None of the other 185 men in the mine at the time of the explosion was injured, however, 37 men in the inby Pine Ridge left and Pine Ridge main sections observed forces, dust, and fumes from the explosion enter their working areas.  These men erected barricades and remained behind the barricades until rescued.  The men in the Pine Ridge main section were removed from behind the barricade at about 9:35 a.m. and the men in the Pine Ridge left section were removed from behind the barricade at 10:15 a.m. on the day of the explosion.

The disaster resulted from the ignition of a large quantity of methane that was liberated during blasting operations in No. 5 working place (No. 3 Drainway entry).  The ignition occurred when one or more shots from the face of No. 6 entry of 2 Left entries blasted through into No. 3 Drainway entry, where the face had been blasted shortly before.

The victims of the explosion, all found within 875 feet of the faces of 2 Left section, were burned severely.

Coal dust in the areas inby the mine-car loading point entered into the explosion and aided in its propagation.

The 2 Left off Pine Ridge Left section (explosion area) consisted of a set of 6 entries turned off pine Ridge Left entries and driven a distance of about 2,900 feet.  Until shortly before the disaster, the 6 entries were ventilated with intake air coursed through the Nos. 3, 4, and 5 (center) entries, split right and left near the faces, and returned through Nos. 1, 2, and 6 entries.

During a Federal ventilation survey of the mine in September 1958, 49,000 cfm of intake air was coursed through the 3 center entries; 28,000 and 21,000 cfm of air was measured in the immediate returns, Nos. 1 and 6 entries respectively.

After the ventilation survey was completed, a new set of entries (Drainway entries) was turned right off 2 Left entries, and the 2 Left entries and the Drainway entries were developed simultaneously with one set of face equipment and one loading ramp.  The turning and driving of the Drainway entries with the 2 Left entries required ventilation changes in the immediate face regions.  Previous to turning the Drainway entries, 3 entries left and 3 entries right of 2 Left were ventilated with separate splits of air; whereas on the day of the explosion, the left split of air ventilated 5 entry faces, and the right split of air was coursed past 4 additional entry faces.

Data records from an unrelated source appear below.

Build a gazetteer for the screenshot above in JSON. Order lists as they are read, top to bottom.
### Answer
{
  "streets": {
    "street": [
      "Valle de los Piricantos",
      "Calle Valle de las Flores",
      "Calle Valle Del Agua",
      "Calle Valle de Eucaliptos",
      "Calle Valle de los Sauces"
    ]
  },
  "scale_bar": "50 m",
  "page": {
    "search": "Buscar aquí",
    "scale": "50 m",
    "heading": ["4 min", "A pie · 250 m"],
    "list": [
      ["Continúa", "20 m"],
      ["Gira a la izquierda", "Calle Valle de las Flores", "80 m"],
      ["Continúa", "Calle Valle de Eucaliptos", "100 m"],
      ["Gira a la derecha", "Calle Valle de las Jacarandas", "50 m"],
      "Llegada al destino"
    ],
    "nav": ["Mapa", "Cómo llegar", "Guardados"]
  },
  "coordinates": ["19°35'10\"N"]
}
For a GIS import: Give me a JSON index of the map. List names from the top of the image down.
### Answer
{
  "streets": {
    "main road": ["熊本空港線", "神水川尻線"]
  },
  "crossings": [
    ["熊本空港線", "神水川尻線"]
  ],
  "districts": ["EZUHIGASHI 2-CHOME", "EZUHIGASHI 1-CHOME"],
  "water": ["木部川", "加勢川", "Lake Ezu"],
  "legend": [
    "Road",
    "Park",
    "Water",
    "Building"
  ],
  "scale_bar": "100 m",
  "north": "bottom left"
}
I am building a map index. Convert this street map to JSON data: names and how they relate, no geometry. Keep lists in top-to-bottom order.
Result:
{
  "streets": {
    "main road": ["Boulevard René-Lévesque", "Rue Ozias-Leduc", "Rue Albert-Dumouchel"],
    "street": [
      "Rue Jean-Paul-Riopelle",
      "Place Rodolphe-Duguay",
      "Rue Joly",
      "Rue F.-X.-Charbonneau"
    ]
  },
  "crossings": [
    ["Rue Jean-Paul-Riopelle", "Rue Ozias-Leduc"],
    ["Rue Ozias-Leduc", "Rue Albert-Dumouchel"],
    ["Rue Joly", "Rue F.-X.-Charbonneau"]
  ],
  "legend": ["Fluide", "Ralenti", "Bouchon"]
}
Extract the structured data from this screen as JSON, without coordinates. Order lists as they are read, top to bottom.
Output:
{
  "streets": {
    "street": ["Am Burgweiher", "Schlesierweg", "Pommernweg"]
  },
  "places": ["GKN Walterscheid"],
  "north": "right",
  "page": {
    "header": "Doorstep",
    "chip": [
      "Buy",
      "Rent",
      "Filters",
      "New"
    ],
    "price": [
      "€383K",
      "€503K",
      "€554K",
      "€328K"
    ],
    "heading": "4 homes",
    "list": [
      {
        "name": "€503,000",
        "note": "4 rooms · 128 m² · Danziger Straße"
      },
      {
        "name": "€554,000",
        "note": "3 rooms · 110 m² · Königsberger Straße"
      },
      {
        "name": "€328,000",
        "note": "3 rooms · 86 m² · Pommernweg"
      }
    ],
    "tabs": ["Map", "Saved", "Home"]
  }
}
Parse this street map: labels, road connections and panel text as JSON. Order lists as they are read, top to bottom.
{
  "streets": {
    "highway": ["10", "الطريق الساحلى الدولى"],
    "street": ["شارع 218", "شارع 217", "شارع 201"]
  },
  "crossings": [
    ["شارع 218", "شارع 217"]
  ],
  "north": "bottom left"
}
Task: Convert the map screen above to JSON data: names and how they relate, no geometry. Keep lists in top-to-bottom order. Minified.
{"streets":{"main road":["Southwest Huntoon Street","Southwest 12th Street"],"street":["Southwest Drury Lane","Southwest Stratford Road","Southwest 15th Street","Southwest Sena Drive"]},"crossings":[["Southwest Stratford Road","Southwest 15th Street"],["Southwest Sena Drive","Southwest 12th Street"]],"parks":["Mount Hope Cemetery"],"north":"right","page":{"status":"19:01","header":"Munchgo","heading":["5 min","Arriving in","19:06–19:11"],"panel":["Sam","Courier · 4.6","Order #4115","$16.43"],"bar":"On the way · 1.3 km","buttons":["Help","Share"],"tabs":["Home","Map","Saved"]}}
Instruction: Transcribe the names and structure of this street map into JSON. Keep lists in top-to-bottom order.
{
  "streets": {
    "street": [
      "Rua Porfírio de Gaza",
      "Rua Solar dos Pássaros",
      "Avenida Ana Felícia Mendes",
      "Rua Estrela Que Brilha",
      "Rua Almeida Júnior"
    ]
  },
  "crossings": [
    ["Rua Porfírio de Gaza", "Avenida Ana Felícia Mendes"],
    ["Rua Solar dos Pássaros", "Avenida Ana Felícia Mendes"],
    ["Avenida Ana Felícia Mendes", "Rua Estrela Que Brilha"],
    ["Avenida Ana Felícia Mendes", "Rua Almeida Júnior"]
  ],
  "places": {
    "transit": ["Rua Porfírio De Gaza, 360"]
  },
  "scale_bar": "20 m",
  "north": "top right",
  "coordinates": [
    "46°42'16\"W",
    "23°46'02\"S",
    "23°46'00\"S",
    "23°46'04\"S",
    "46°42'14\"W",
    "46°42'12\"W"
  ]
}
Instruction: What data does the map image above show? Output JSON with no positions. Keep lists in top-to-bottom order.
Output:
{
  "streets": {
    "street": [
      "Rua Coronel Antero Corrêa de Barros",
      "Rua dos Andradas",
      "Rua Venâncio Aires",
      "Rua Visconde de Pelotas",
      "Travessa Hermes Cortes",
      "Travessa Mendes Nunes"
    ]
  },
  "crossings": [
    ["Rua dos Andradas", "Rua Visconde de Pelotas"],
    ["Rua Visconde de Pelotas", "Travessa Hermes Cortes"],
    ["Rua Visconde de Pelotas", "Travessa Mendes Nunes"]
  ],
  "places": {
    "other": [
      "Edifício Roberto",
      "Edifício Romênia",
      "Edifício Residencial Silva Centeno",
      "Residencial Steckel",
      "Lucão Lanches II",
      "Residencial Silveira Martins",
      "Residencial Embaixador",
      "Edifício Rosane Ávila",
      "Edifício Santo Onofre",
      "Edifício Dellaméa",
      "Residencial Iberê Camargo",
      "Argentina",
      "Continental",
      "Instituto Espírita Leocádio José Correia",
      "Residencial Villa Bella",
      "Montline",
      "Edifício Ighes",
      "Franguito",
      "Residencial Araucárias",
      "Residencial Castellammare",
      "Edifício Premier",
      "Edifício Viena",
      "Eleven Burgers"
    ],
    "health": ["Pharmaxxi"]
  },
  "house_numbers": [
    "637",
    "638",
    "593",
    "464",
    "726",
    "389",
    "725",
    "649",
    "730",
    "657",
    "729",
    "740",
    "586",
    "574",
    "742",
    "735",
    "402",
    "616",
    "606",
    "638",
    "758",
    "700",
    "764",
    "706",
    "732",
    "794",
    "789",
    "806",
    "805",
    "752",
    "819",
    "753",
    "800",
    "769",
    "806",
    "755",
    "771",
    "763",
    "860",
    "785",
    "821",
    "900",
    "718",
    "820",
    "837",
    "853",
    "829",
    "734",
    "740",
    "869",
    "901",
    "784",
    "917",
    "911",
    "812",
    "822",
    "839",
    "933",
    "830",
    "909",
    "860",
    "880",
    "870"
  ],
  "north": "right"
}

Providing adequate ventilation for the additional entries necessitated the use of additional check curtains and line brattice, which in turn increased the hazards of air leakage and ventilation interruptions.

The diluting and quenching effect of the rock dust applied was the principle factor in preventing further spread of this explosion.  Other factors that helped limit the explosion were the cooling effect of the extensive rib, roof, and floor surfaces of the numerous entries in the path of the explosion and ample open areas for expansion of forces.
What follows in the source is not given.